_TASK DESCRIPTION_. All lines in the records below that hold "lists" are to be shown.

Data records:

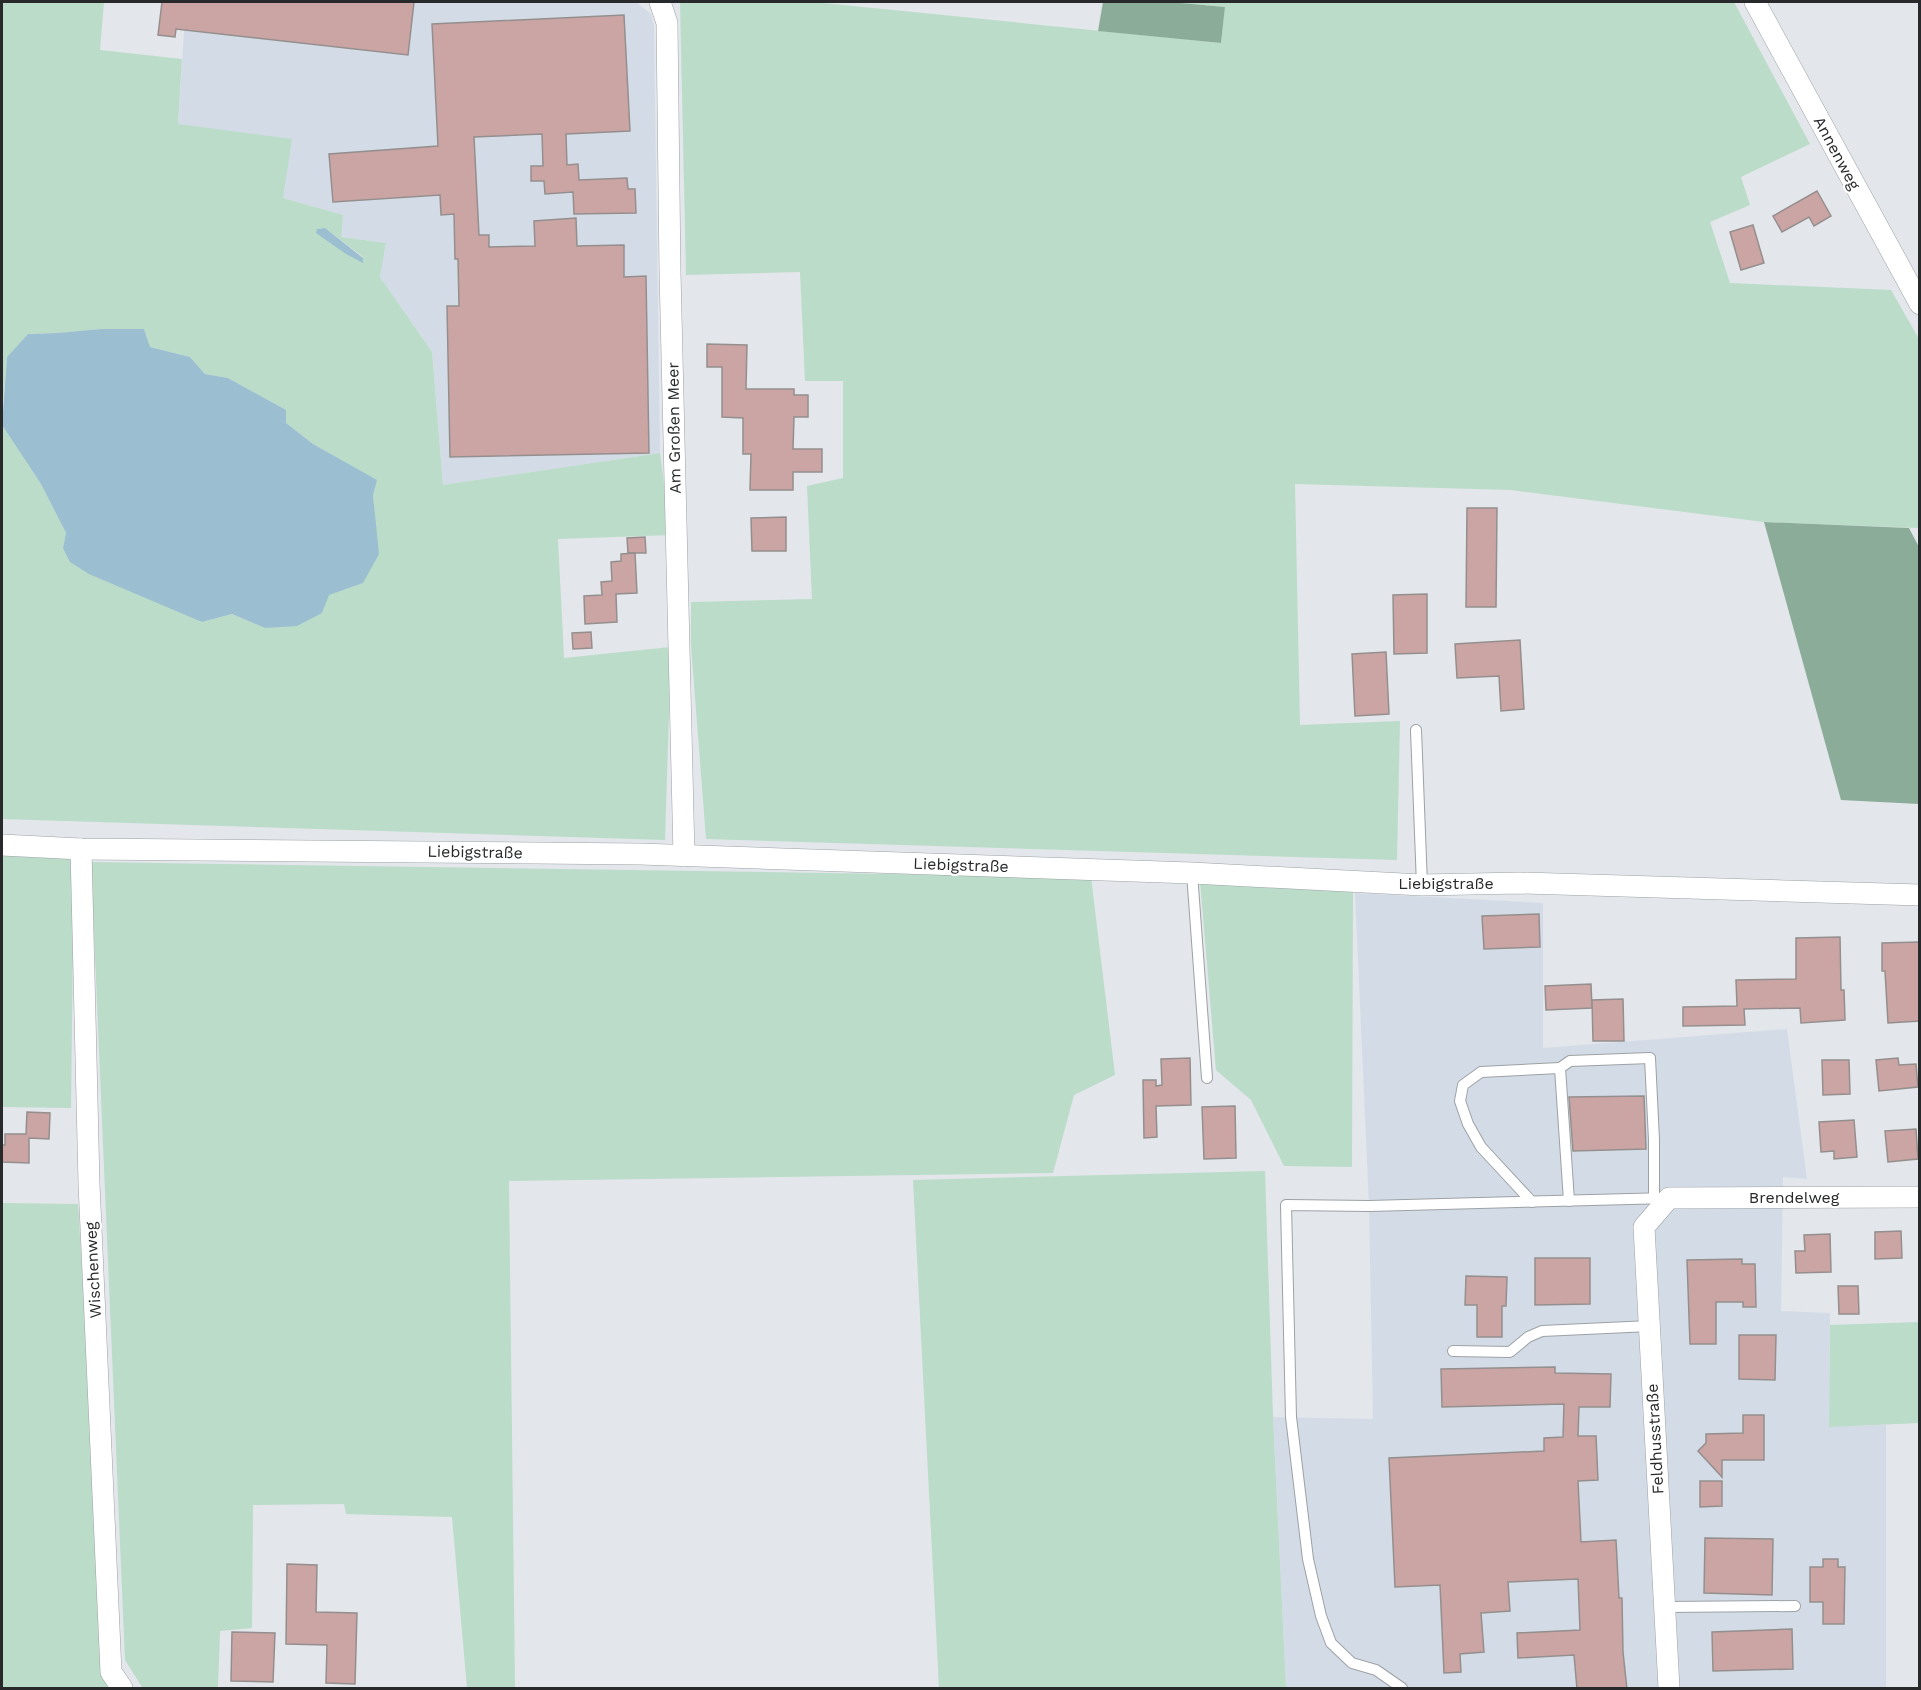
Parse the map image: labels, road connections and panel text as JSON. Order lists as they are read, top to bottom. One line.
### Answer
{"streets":{"street":["Annenweg","Am Großen Meer","Liebigstraße","Brendelweg","Wischenweg","Feldhusstraße"]},"crossings":[["Am Großen Meer","Liebigstraße"],["Liebigstraße","Wischenweg"],["Brendelweg","Feldhusstraße"]]}
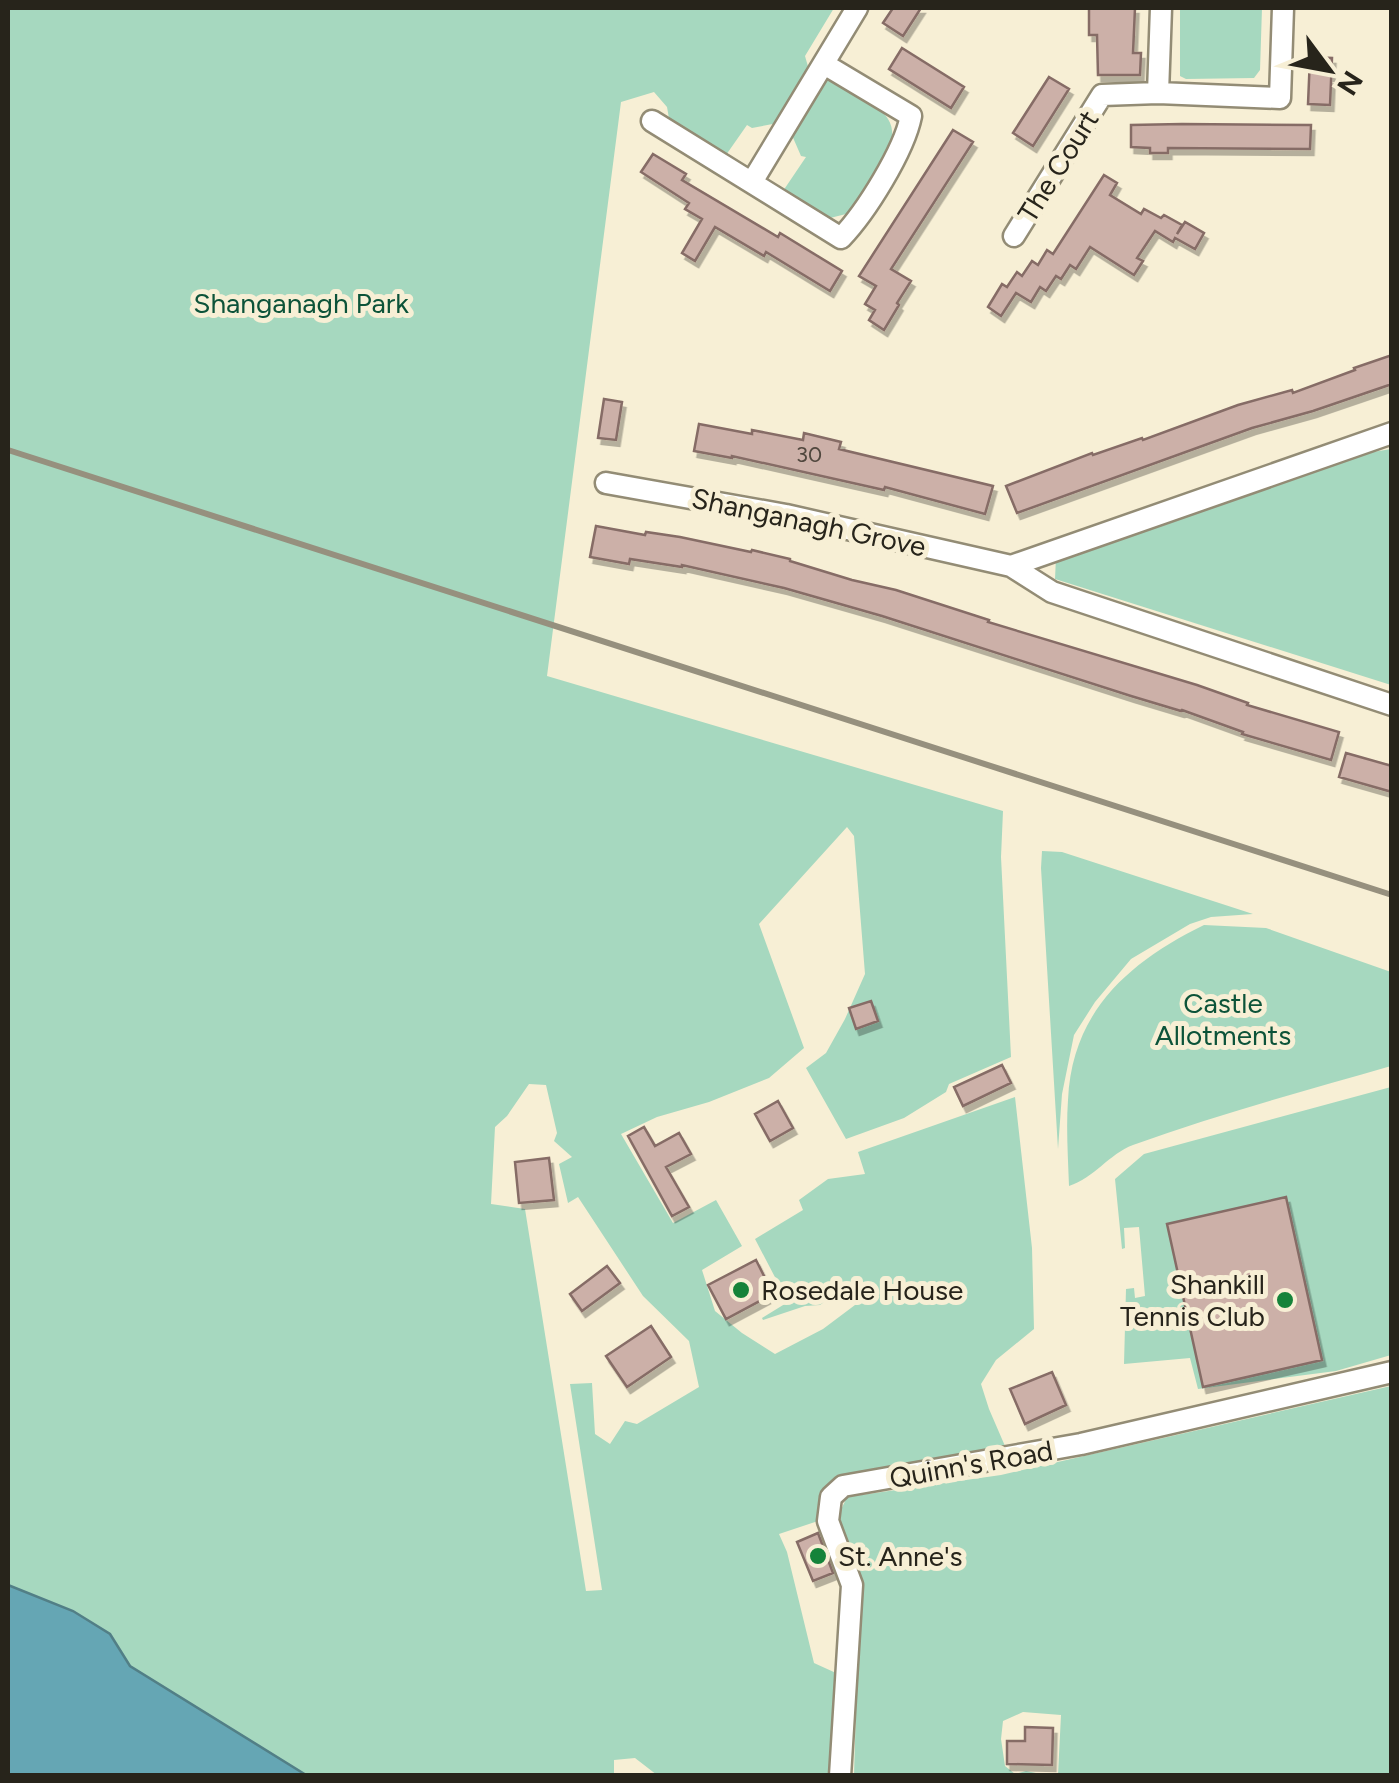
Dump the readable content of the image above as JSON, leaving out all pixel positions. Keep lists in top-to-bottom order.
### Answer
{
  "streets": {
    "street": ["The Court", "Shanganagh Grove", "Quinn's Road"]
  },
  "parks": ["Shanganagh Park", "Castle Allotments"],
  "places": ["Rosedale House", "Shankill Tennis Club", "St. Anne's"],
  "house_numbers": ["30"],
  "north": "bottom right"
}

_ANSWER SECTION_.
Parse the map image: labels, road connections and panel text as JSON. Order lists as they are read, top to bottom. One line.
Dump the readable content of the image above as JSON, leaving out all pixel positions. Keep lists in top-to-bottom order.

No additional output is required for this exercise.